REQUIREMENT: Copy out each line of the data that holds the word "Find".

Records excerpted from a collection
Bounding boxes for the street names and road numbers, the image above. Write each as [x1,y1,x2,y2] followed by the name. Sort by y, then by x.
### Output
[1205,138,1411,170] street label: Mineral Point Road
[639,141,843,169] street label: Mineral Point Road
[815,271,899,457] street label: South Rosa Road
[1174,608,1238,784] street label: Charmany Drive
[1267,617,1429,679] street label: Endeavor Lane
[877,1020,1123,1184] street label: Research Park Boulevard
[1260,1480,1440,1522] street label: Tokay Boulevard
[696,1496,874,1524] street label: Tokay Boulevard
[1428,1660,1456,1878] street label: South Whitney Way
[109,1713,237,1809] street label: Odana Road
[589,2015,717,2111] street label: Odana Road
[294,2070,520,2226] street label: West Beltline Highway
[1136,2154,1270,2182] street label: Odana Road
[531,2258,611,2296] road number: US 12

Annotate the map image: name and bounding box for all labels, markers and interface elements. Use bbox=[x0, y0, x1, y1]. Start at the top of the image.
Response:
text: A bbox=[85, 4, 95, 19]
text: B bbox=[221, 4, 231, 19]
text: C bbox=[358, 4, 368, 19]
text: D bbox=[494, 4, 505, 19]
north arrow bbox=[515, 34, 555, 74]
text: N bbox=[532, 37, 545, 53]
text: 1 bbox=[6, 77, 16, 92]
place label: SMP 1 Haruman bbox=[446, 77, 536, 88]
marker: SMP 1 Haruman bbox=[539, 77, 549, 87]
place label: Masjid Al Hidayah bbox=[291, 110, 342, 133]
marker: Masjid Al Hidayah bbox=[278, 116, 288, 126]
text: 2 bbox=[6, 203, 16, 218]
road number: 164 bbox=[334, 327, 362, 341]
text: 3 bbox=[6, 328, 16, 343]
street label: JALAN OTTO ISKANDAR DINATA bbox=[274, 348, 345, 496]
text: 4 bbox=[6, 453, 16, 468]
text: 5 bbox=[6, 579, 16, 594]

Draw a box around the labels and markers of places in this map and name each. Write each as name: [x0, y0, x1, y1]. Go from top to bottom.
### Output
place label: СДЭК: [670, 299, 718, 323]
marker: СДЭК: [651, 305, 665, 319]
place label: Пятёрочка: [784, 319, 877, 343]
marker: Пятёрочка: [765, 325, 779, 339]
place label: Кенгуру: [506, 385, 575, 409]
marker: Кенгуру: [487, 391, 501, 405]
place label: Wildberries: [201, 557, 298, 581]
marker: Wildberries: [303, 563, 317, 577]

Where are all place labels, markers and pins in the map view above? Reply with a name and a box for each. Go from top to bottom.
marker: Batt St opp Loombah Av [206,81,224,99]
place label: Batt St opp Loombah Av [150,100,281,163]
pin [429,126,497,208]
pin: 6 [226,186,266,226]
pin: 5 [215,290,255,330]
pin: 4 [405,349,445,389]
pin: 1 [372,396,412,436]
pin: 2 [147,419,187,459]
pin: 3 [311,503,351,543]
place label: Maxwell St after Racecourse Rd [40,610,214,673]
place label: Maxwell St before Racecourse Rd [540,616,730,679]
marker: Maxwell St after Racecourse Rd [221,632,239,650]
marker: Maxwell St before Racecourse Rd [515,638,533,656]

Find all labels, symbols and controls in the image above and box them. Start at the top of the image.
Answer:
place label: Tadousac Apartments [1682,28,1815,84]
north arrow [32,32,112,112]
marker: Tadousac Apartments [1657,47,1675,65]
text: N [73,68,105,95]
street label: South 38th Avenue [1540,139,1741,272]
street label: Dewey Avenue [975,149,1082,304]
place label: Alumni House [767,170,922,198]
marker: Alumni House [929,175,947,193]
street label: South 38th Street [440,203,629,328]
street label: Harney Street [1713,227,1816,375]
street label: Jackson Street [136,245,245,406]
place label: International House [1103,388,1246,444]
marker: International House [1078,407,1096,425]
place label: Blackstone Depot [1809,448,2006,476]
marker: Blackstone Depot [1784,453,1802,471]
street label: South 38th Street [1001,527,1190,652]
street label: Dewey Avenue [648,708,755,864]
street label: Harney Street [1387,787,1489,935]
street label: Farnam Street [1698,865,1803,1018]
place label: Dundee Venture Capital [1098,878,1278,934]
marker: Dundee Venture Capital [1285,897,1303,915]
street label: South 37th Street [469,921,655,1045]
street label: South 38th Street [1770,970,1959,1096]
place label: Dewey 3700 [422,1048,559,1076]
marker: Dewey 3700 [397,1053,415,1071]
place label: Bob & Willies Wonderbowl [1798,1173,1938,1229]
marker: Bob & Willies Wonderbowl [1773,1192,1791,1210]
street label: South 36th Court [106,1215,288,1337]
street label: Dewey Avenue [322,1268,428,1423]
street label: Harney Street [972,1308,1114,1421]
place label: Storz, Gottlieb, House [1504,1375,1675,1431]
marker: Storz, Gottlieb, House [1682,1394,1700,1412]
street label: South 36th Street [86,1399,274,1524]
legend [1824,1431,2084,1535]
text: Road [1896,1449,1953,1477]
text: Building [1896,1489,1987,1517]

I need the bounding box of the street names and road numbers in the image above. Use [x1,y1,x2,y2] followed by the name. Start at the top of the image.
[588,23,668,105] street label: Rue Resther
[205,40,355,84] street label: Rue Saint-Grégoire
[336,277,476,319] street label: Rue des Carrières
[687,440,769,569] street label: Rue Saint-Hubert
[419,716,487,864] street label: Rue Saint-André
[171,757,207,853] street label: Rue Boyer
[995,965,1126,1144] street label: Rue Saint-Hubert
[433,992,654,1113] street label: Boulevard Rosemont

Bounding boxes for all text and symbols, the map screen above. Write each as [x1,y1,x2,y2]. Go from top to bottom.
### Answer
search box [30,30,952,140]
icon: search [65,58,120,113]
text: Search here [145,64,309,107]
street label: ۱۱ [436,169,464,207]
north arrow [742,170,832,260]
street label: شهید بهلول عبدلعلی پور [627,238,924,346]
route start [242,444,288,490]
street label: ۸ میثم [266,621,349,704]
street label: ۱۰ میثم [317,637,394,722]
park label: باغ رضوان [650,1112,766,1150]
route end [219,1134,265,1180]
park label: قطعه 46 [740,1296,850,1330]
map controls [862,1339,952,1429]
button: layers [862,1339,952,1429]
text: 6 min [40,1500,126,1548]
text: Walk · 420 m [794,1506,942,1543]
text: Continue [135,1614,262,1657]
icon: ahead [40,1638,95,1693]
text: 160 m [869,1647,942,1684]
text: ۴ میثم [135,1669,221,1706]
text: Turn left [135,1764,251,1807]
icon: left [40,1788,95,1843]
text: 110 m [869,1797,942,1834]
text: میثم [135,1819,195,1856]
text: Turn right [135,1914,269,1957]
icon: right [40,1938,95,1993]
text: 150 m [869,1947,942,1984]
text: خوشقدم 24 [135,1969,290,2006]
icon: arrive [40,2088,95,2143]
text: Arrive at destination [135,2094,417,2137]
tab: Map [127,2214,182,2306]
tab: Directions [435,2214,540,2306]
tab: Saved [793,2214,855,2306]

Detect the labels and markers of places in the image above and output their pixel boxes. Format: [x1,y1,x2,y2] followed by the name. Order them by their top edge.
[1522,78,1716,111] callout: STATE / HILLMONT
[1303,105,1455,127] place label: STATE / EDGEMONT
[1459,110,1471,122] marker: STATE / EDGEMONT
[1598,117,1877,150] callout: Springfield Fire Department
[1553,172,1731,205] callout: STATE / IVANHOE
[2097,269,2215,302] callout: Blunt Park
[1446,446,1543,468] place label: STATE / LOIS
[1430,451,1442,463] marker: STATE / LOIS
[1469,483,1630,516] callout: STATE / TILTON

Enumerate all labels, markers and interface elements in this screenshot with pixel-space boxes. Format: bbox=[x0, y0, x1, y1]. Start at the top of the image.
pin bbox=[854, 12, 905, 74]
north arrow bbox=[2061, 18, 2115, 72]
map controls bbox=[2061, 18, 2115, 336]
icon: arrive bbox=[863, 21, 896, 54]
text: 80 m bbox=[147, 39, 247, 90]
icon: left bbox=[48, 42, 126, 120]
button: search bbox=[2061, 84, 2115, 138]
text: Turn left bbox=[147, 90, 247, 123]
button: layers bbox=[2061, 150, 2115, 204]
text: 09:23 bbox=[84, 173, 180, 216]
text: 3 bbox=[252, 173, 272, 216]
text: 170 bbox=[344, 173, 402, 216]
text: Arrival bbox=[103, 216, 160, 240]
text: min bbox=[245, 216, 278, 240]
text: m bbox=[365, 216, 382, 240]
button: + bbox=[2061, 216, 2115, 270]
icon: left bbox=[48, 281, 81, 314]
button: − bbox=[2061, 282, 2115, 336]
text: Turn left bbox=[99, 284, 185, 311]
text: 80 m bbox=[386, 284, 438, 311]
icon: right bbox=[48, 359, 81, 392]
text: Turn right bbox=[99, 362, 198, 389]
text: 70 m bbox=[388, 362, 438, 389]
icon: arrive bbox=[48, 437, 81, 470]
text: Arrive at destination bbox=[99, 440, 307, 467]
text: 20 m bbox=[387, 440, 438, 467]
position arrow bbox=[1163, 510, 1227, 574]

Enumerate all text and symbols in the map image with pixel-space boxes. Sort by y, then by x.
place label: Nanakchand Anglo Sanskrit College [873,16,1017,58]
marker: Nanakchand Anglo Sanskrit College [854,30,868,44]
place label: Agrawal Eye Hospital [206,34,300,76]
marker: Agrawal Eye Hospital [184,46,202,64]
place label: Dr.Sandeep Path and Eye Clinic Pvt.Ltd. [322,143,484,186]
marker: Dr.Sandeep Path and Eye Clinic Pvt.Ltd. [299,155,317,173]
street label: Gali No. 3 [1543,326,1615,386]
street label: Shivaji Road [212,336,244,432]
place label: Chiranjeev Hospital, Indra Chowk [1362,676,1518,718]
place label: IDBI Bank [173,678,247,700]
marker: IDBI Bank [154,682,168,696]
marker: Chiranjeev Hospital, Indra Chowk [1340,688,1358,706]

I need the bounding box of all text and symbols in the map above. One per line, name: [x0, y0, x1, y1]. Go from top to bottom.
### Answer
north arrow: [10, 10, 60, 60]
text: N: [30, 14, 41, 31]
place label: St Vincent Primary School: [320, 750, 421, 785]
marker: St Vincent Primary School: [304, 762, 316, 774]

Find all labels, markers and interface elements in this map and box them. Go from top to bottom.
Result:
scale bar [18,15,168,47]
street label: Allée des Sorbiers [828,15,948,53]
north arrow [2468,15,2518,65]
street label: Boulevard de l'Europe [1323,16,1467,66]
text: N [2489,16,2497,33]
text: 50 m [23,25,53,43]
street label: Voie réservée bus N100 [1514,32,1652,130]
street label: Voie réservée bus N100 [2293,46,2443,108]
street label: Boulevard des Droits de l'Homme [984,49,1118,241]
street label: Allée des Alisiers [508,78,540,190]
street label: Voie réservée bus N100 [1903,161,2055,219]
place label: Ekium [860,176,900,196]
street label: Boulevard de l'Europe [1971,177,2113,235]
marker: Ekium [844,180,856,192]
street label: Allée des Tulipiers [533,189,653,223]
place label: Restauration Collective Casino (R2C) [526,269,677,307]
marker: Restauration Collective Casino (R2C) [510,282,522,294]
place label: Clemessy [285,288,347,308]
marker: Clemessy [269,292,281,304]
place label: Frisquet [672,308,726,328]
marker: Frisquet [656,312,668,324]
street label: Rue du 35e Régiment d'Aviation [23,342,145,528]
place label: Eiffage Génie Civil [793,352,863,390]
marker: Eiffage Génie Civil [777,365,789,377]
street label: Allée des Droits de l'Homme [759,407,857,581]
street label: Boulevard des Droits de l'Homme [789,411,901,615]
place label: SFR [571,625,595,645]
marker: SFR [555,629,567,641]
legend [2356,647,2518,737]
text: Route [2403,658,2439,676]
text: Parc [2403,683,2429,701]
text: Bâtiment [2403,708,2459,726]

TASK RESULT:
Find all labels, symbols and controls in the image above and box them. Start at the top of the image.
Find all labels, markers and interface elements in this map and box them. Go from top to bottom.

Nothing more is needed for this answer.